The new RCZ R is the most powerful French car in the world, provided you don’t classify the Bugatti Veyron as French, which you shouldn’t, because it is German. It packs the most potent 1.6-litre engine on the planet, a turbo four-cylinder that generates 266bhp. And, as in the standard RCZ, the power is channeled to the front wheels alone, though a strengthened six-speed manual. If that sounds like a recipe for torque-steery disaster, fear not: the RCZ R is the first production model from Peugeot Sport, the firm’s Paris-based motorsport arm responsible for the 908 Le Mans racer and the 208 T16 Pikes Peak car.

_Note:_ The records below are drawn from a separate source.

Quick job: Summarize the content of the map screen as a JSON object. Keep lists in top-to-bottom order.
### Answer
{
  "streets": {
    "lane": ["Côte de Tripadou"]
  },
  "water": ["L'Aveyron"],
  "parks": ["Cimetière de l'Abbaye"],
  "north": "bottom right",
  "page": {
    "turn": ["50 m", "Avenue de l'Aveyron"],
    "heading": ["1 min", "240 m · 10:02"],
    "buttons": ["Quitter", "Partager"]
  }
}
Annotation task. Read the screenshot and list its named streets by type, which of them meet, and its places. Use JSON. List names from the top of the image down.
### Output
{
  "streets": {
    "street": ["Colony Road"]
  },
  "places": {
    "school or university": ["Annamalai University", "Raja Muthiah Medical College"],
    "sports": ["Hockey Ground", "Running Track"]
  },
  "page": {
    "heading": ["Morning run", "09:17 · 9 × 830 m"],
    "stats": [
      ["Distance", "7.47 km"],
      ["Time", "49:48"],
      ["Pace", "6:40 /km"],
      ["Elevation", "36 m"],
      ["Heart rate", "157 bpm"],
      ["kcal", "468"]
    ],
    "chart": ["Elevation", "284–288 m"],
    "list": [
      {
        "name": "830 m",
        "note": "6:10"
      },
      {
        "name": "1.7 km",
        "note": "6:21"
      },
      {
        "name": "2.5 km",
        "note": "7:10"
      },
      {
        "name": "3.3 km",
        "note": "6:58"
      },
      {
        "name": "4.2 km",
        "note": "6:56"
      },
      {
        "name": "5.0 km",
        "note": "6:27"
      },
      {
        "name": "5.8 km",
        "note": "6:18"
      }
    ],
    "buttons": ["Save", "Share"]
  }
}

The RCZ R isn’t as riotously wild as you might expect, a new Torsen differential quelling many of the issues that traditionally afflict fast front-drivers. And, on a smooth, flowing road, the bum-roofed coupe is a mighty effective point-and-squirt overtaker, the predictable slug of boost backed by a surprising willingness to run to the red line. There’s masses of power everywhere you want it, a muscular surge accompanied by a satisfying snort from the turbo, while the gearbox is crisp, the uprated brakes strong and fade-free.

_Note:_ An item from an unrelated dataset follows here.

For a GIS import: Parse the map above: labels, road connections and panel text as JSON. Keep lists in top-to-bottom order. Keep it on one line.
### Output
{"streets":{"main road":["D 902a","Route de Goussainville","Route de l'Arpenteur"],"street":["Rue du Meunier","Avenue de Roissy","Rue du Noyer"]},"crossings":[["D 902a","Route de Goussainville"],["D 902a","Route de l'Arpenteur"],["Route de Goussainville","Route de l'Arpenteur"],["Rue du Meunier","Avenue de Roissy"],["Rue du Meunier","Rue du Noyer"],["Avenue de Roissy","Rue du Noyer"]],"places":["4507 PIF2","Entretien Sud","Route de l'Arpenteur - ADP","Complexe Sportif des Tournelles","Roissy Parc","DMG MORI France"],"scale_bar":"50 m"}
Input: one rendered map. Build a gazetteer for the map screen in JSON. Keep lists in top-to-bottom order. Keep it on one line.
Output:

However, in the very knottiest, fastest turns, the RCZ R isn’t quite as precise as it could be, with a smidge of understeer and vagueness when you’re really throwing it around. That, combined with a ride firm enough to cause long-term psychological harm after an extended blast down a British B-road, leaves the RCZ R rather caught between two stools: neither rapid mini-GT nor no-holds-barred track thing. For this reason, you may just prefer to stick with the standard car – maybe with a nice torquey diesel engine for good measure, sir?
On the inside
The R has lots of hints that you’re driving something rather hotter than the standard RCZ. You get plenty of plaques, some smart red stitching, and, in a most welcome touch, a pair of plush, bespoke bucket seats as good as any in the business. The standard of finish isn’t quite up there with the Audi TTS, but hey, it’s four grand less for the same amount of power.

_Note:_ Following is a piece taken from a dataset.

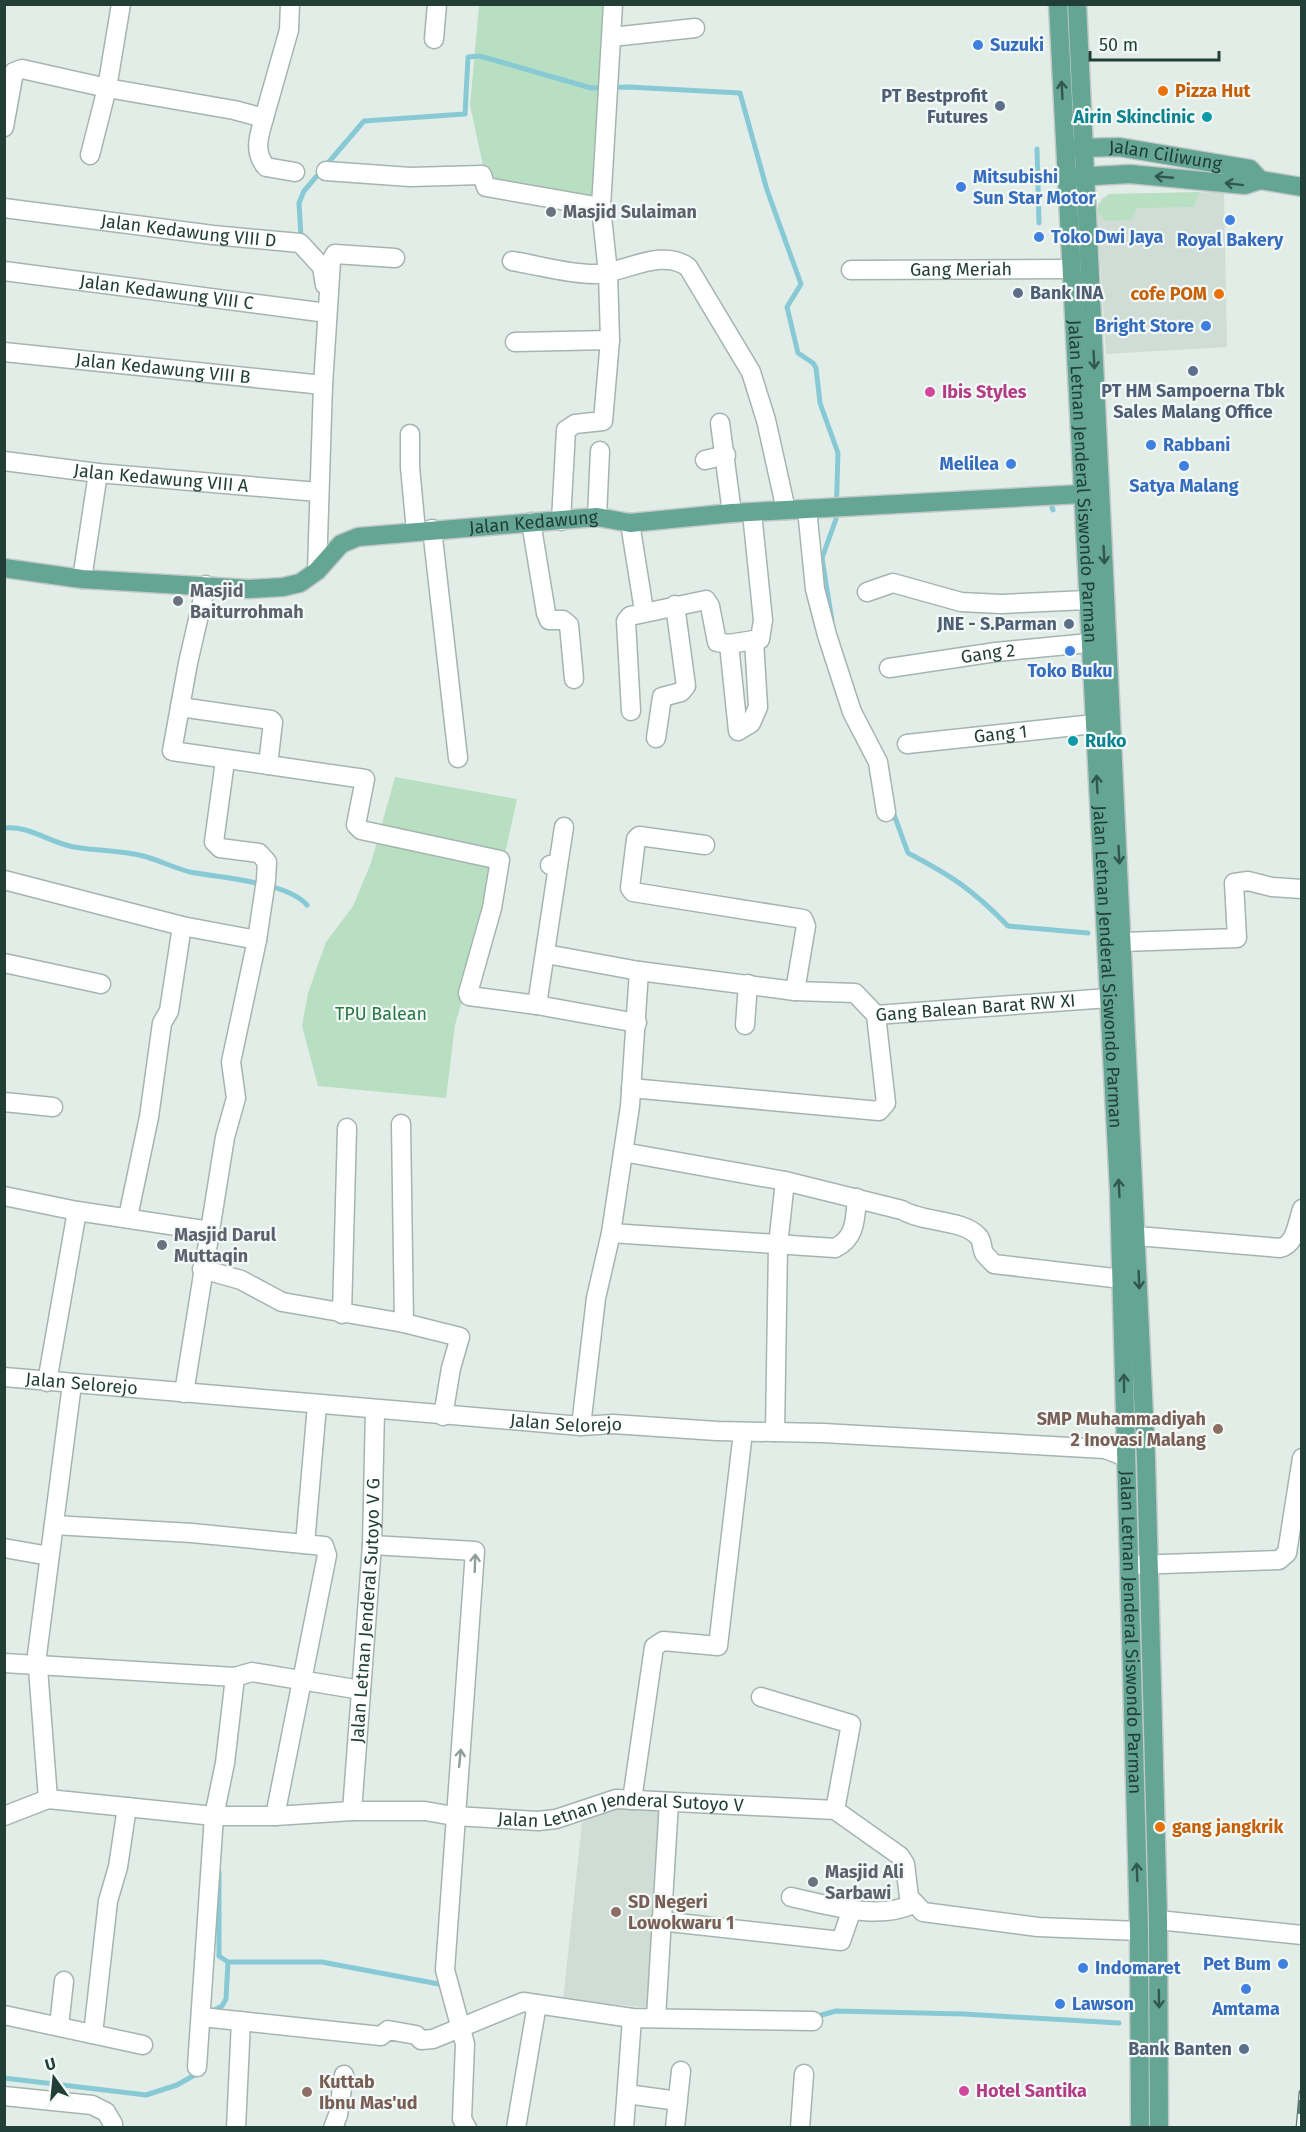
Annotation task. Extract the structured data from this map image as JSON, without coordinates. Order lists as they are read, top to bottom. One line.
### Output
{"streets":{"main road":["Jalan Ciliwung","Jalan Letnan Jenderal Siswondo Parman","Jalan Kedawung"],"street":["Jalan Kedawung VIII D","Gang Meriah","Jalan Kedawung VIII C","Jalan Kedawung VIII B","Jalan Kedawung VIII A","Gang 2","Gang 1","Gang Balean Barat RW XI","Jalan Selorejo","Jalan Letnan Jenderal Sutoyo V G","Jalan Letnan Jenderal Sutoyo V"]},"crossings":[["Jalan Ciliwung","Jalan Letnan Jenderal Siswondo Parman"],["Jalan Kedawung VIII D","Jalan Kedawung VIII C"],["Gang Meriah","Jalan Letnan Jenderal Siswondo Parman"],["Jalan Letnan Jenderal Siswondo Parman","Jalan Kedawung"],["Jalan Letnan Jenderal Siswondo Parman","Gang 2"],["Jalan Letnan Jenderal Siswondo Parman","Gang 1"],["Jalan Letnan Jenderal Siswondo Parman","Gang Balean Barat RW XI"],["Jalan Letnan Jenderal Siswondo Parman","Jalan Selorejo"],["Jalan Selorejo","Jalan Letnan Jenderal Sutoyo V G"],["Jalan Letnan Jenderal Sutoyo V G","Jalan Letnan Jenderal Sutoyo V"]],"parks":["TPU Balean"],"places":["Suzuki","Pizza Hut","PT Bestprofit Futures","Airin Skinclinic","Mitsubishi Sun Star Motor","Masjid Sulaiman","Royal Bakery","Toko Dwi Jaya","Bank INA","cofe POM","Bright Store","PT HM Sampoerna Tbk Sales Malang Office","Ibis Styles","Rabbani","Melilea","Satya Malang","Masjid Baiturrohmah","JNE - S.Parman","Toko Buku","Ruko","Masjid Darul Muttaqin","SMP Muhammadiyah 2 Inovasi Malang","gang jangkrik","Masjid Ali Sarbawi","SD Negeri Lowokwaru 1","Pet Bum","Indomaret","Amtama","Lawson","Bank Banten","Hotel Santika","Kuttab Ibnu Mas'ud"],"scale_bar":"50 m","north":"top"}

Don’t forget the RCZ remains a strict plus-two – those tiny rear seats are for occasional use only.
The R is a 32 grand hot French coupe: safe to say it won’t hold its value like a diesel Golf. But, as with other RCZ models, running costs are surprisingly acceptable, at least considering the amount of power on tap. Peugeot officially quotes 145g/km of CO2 and combined economy of 45mpg: real-world, and with careful driving, you’ll manage thirty-something.